▶ Work instruction
Tally the lines of the listing that contain the string "tiles". Give the number and nothing else.

━━━━━ Data records

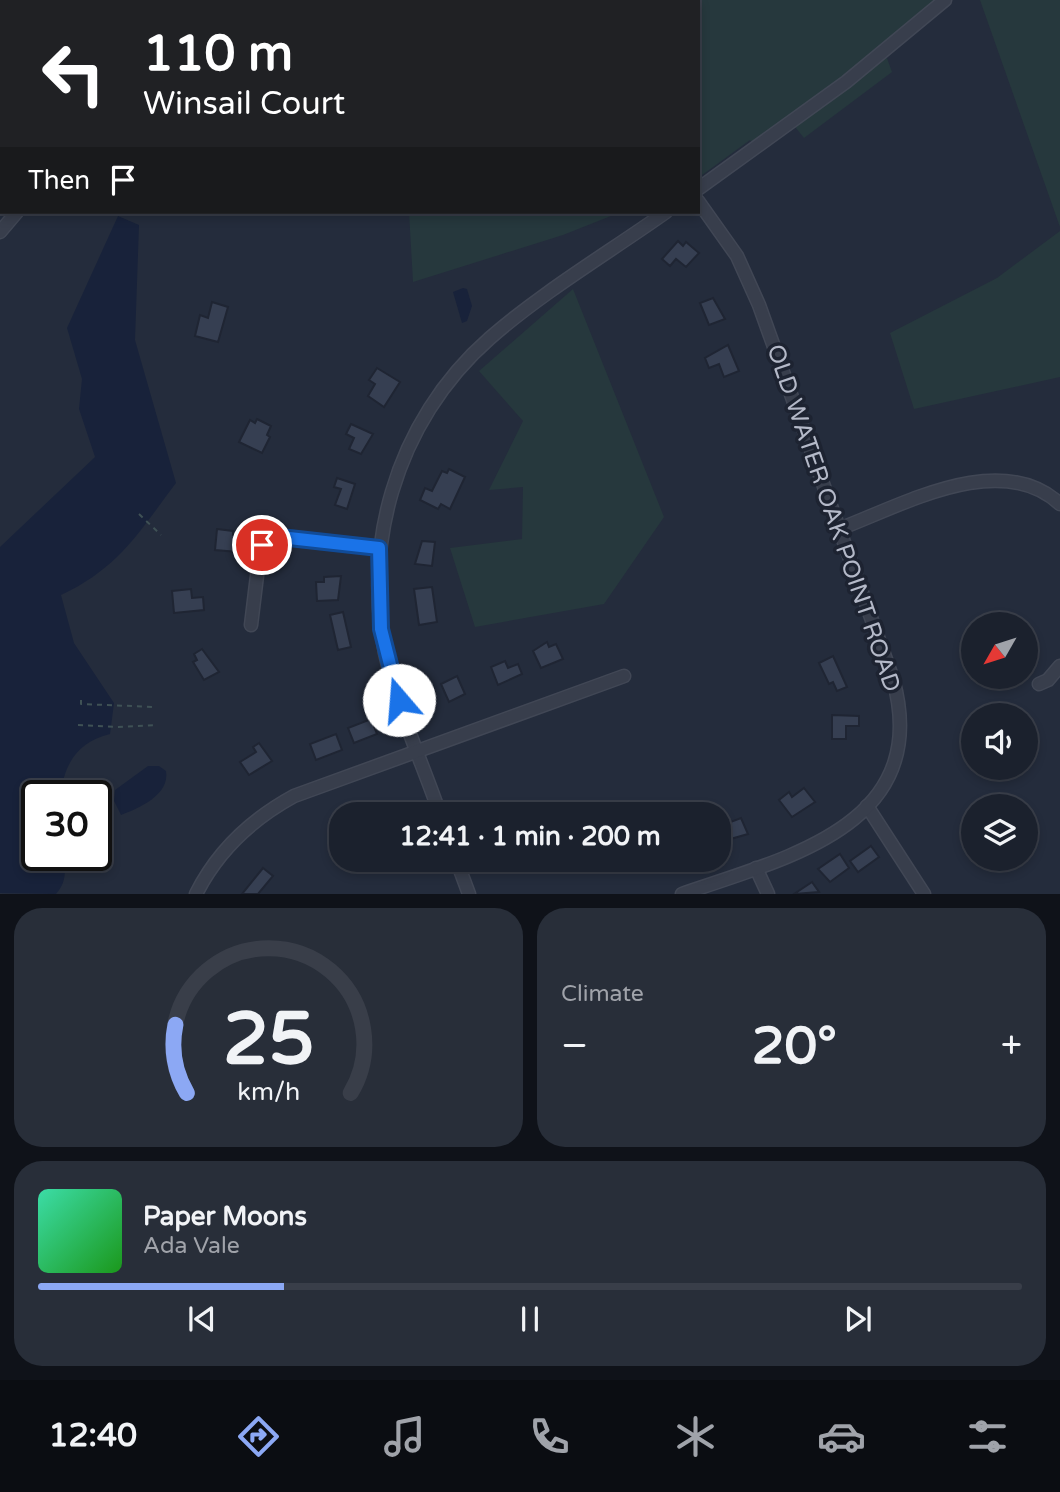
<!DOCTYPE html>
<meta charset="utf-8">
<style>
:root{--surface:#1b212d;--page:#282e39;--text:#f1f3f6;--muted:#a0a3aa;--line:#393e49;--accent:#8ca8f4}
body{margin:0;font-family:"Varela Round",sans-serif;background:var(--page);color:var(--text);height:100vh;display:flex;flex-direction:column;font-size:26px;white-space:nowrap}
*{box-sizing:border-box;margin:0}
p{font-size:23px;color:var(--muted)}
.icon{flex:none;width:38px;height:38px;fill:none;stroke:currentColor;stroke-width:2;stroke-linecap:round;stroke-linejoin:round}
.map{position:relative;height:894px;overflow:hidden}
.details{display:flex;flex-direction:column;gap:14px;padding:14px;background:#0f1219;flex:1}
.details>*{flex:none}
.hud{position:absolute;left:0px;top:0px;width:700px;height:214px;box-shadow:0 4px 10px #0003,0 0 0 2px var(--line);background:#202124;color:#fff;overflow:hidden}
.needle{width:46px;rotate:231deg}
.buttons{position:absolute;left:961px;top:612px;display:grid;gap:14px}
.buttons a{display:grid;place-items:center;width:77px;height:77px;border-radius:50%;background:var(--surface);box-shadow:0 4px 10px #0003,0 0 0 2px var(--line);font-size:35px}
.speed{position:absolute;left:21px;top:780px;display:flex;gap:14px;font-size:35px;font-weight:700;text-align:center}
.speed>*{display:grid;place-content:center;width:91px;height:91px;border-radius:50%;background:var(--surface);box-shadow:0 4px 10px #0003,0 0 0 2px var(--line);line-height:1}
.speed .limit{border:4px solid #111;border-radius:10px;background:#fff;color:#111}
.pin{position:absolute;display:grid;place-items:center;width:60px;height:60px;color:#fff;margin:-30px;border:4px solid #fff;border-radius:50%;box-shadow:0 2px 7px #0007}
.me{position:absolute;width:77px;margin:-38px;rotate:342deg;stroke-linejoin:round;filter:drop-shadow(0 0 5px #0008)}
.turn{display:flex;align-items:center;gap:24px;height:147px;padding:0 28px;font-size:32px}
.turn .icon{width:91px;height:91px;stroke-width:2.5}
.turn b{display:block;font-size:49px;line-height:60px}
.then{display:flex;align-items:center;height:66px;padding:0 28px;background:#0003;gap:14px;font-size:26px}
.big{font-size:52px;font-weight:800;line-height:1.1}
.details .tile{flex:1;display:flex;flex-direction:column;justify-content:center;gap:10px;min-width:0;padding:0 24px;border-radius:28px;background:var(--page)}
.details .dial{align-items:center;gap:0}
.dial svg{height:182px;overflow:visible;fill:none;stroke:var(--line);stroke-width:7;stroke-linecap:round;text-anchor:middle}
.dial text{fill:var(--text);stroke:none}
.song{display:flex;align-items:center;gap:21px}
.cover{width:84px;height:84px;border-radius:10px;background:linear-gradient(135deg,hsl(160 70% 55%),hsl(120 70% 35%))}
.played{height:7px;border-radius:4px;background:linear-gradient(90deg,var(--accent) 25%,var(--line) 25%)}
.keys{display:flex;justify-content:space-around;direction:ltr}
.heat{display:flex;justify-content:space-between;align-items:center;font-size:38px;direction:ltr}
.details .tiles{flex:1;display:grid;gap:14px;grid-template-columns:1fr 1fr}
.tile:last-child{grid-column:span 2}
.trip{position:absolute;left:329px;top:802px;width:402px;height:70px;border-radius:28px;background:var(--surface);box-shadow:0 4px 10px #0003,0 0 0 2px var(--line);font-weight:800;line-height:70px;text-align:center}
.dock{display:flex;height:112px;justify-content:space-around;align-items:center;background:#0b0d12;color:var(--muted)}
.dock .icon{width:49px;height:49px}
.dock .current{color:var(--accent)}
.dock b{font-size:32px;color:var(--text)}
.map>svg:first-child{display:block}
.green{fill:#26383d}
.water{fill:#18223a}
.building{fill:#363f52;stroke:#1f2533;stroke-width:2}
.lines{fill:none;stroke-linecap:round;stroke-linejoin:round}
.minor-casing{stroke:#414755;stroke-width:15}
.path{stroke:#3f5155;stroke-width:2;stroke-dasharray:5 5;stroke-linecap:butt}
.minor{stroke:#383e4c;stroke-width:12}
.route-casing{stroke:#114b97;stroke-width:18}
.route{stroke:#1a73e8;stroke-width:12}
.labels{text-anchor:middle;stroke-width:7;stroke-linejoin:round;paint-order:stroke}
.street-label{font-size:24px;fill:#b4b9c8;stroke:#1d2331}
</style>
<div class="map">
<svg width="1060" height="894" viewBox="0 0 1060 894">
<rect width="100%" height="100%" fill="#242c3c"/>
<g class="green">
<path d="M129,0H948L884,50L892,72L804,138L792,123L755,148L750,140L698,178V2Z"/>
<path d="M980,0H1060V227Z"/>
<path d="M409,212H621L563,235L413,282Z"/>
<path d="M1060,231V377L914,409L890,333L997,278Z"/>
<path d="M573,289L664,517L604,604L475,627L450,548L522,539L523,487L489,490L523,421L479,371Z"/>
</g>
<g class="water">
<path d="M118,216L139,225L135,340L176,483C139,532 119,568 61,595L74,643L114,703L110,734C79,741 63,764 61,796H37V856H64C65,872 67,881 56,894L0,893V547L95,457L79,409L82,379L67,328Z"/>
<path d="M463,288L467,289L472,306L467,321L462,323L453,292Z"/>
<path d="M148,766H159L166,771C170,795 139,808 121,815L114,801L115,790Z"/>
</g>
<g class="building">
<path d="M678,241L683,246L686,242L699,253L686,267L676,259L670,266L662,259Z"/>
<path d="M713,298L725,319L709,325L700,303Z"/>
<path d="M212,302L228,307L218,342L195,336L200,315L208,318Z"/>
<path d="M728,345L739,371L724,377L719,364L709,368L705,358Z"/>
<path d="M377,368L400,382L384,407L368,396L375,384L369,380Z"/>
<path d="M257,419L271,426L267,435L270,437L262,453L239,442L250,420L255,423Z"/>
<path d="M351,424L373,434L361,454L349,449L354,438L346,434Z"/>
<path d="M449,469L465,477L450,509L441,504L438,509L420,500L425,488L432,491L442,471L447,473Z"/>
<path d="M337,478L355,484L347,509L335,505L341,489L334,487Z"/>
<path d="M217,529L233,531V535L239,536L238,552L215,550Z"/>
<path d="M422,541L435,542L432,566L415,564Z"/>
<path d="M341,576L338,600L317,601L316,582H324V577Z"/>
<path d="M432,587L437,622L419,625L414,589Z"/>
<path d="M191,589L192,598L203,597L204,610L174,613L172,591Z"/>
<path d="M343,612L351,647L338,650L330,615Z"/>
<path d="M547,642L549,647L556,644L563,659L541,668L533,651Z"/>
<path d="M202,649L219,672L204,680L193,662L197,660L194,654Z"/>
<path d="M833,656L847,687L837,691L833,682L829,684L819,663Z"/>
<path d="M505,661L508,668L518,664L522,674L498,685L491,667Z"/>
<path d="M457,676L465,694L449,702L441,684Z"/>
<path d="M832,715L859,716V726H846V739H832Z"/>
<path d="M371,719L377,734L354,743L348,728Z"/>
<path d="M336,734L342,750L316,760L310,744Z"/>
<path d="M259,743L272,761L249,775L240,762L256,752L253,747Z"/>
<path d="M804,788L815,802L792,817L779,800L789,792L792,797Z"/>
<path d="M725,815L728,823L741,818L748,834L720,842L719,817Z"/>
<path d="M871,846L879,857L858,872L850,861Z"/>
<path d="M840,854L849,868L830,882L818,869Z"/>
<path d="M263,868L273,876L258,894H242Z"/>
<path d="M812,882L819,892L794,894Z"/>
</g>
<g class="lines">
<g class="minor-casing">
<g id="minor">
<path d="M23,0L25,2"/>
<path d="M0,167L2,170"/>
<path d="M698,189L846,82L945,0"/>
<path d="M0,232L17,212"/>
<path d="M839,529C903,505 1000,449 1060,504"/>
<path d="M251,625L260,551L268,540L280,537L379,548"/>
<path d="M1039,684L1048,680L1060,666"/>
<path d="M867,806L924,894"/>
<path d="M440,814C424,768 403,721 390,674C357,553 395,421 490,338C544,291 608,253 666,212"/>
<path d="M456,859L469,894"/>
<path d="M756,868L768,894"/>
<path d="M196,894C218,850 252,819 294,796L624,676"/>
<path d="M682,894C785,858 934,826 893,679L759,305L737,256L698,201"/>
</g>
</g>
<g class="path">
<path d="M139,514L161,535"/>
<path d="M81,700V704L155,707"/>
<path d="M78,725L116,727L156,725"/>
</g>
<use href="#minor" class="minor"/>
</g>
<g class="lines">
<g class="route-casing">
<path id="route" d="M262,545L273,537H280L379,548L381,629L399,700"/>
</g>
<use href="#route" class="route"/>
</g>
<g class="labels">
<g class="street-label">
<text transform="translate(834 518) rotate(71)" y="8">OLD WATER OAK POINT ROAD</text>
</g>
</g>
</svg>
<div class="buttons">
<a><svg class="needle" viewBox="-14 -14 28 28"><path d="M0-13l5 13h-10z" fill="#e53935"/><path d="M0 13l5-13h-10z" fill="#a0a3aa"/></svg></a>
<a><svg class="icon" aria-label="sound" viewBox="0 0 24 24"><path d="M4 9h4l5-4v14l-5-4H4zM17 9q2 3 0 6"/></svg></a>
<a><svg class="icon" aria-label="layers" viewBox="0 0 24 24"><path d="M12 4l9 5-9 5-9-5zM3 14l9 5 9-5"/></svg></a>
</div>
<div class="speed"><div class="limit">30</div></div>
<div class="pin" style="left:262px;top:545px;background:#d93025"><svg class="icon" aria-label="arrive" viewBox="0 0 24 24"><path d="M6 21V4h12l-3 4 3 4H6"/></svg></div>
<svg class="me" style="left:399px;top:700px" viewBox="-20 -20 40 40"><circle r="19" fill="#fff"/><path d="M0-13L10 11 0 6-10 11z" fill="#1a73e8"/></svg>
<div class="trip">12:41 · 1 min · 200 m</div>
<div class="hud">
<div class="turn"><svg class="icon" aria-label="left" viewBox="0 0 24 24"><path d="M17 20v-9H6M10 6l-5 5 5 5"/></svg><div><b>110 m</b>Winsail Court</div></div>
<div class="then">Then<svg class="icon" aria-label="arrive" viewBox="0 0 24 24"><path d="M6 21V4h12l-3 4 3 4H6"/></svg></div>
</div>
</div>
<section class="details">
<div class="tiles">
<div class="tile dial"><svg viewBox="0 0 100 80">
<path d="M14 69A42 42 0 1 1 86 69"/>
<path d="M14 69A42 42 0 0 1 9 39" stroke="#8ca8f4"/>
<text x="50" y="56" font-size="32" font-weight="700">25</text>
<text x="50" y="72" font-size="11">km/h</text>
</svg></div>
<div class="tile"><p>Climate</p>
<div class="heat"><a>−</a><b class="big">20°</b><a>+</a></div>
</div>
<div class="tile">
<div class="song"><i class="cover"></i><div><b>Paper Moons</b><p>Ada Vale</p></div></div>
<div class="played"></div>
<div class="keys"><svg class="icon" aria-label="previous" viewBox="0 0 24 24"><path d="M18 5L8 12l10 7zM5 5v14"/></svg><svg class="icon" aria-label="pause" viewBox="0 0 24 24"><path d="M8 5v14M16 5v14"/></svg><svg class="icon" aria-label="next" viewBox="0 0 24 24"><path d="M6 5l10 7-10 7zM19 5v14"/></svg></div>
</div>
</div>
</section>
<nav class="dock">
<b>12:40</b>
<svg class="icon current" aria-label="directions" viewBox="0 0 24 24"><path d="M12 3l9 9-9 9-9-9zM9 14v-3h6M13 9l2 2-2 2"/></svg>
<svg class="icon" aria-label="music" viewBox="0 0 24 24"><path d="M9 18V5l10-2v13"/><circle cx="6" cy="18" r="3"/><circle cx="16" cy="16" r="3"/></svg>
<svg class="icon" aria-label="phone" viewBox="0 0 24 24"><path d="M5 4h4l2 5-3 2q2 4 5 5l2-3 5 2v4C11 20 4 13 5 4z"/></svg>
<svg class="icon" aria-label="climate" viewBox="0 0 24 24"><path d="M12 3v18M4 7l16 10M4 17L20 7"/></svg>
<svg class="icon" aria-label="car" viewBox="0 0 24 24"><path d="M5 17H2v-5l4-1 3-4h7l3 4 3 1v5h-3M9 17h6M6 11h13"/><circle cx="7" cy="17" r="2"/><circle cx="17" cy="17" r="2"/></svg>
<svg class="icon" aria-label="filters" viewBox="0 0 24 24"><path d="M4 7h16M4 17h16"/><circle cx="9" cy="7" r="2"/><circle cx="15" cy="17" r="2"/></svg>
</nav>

━━━━━━━━━━

▶ Reply to the task
2